Design and Test studies are needed to determine if any measured differences between the new systems and their baselines are real, statistically significant, differences that are likely to generalise beyond the cases studied. There are two broad approaches for Design and Test studies: quantitative and qualitative. Quantitative testing is a formal, objective, systematic process in which numerical data is utilised to obtain information. Quantitative testing tends to produce data that compare one design over another or data that compare a design against a benchmark. Qualitative testing considers opinions and attitudes toward designs. Whilst the attitudes can be measured on scales, often the approach involves an in-depth understanding of the reasons underlying human behaviour. Whilst quantitative studies are concerned with relative differences in performance, qualitative studies are concerned with the reasons for those differences. Typically quantitative research requires larger random samples whereas qualitative research requires smaller purposely selected samples.

Teamwork Assessment* methods are used to analyse those instances where actors within a team or network coordinate their behaviour in order to achieve tasks related to the team’s goals. Team-based activity involves multiple actors with multiple goals performing both teamwork and task-work activity. The activity is typically complex (hence the requirement for a team) and may be dispersed across a number of different geographical locations. Consequently there are a number of different team performance techniques available to the Human Factors practitioner, each designed to assess certain aspects of team performance in complex systems. The team performance techniques can be broadly classified into the following categories: team task analysis techniques; team cognitive task analysis techniques; team communication assessment techniques; team Situation Awareness (SA) measurement techniques; team behavioural assessment techniques; and team Mental Work Load (MWL) assessment techniques.

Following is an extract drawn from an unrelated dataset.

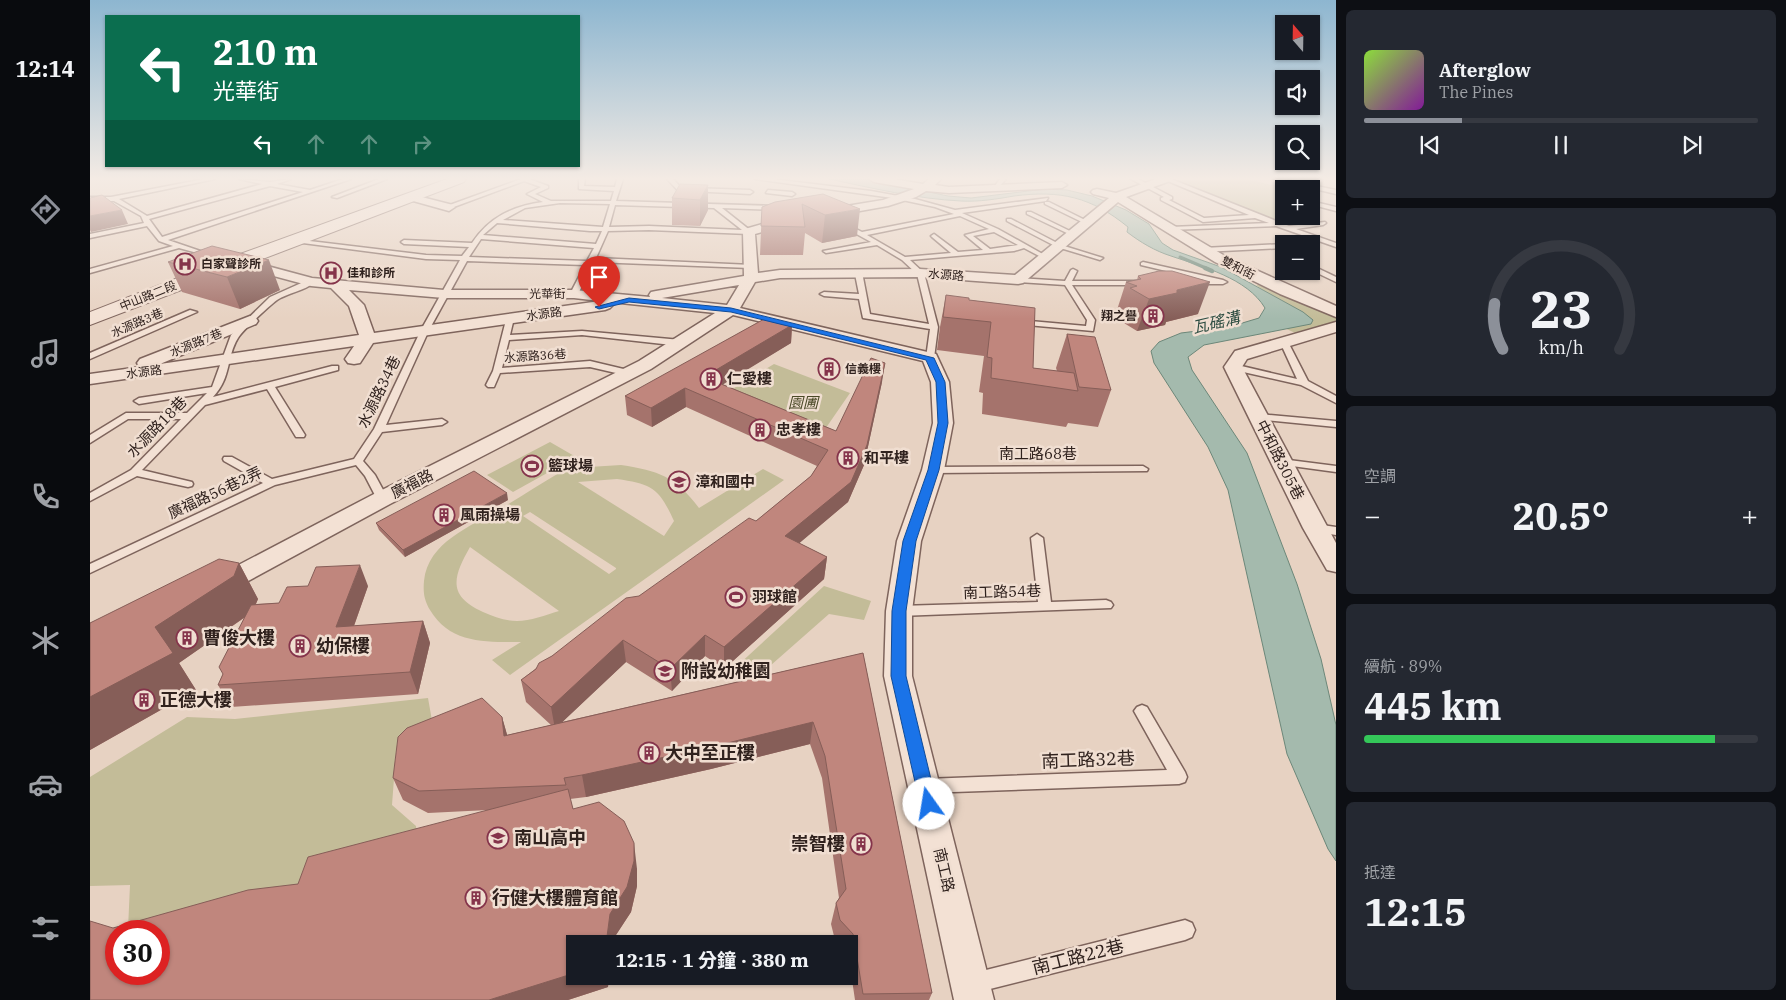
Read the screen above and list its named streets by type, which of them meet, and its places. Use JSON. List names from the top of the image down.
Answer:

Workload Assessment should be used throughout the design life cycle, to inform system and task design as well as to provide an evaluation of workload imposed by existing operational systems and procedures. There are a number of different workload assessment procedures available. Traditionally, using a single approach to measure workload has proved inadequate, and as a result a combination of the methods available is typically used. The assessment of workload may require a battery of techniques, including primary task performance measures, secondary task performance measures (reaction times, embedded tasks), physiological measures and subjective rating techniques.

Situation Awareness (SA)* refers to an individual’s, team’s or system’s awareness of ‘what is going on’ (Endsley, 1995a). SA measures are used to measure level of awareness during task performance. The assessment of SA can be used throughout the design life cycle, either to determine the levels of SA provided by novel technology or design, or to assess SA in existing operational systems. SA measures are necessary in order to evaluate the effect of new technologies and training interventions upon SA, to examine factors that affect SA, to evaluate the effectiveness of processes and strategies for acquiring SA and in investigating the nature of SA itself. There are a number of different SA assessment approaches available; in a review of SA measurement techniques, Salmon et al. (2006) describe various approaches, including performance measures, external task measures, embedded task measures, subjective rating techniques (self and observer rating), questionnaires (post-trial and on-line) and the freeze technique.

An integrated design approach is advocated, where the project team includes Human Factors throughout the design life cycle, which will be able to translate user requirements into design specification. As indicated by the stars (thus*) a variety of methods were used in the case study presented in the following chapters. The Human Factors approach also advocates an ‘interface first’ approach, within a rapid prototyping, development and testing cycle. As the interface concepts crystallise, then hard-coding and hard-build may begin. Details of all the methods discussed may be found in Stanton et al. (2005a, 2005b). This should be the starting point for any future work.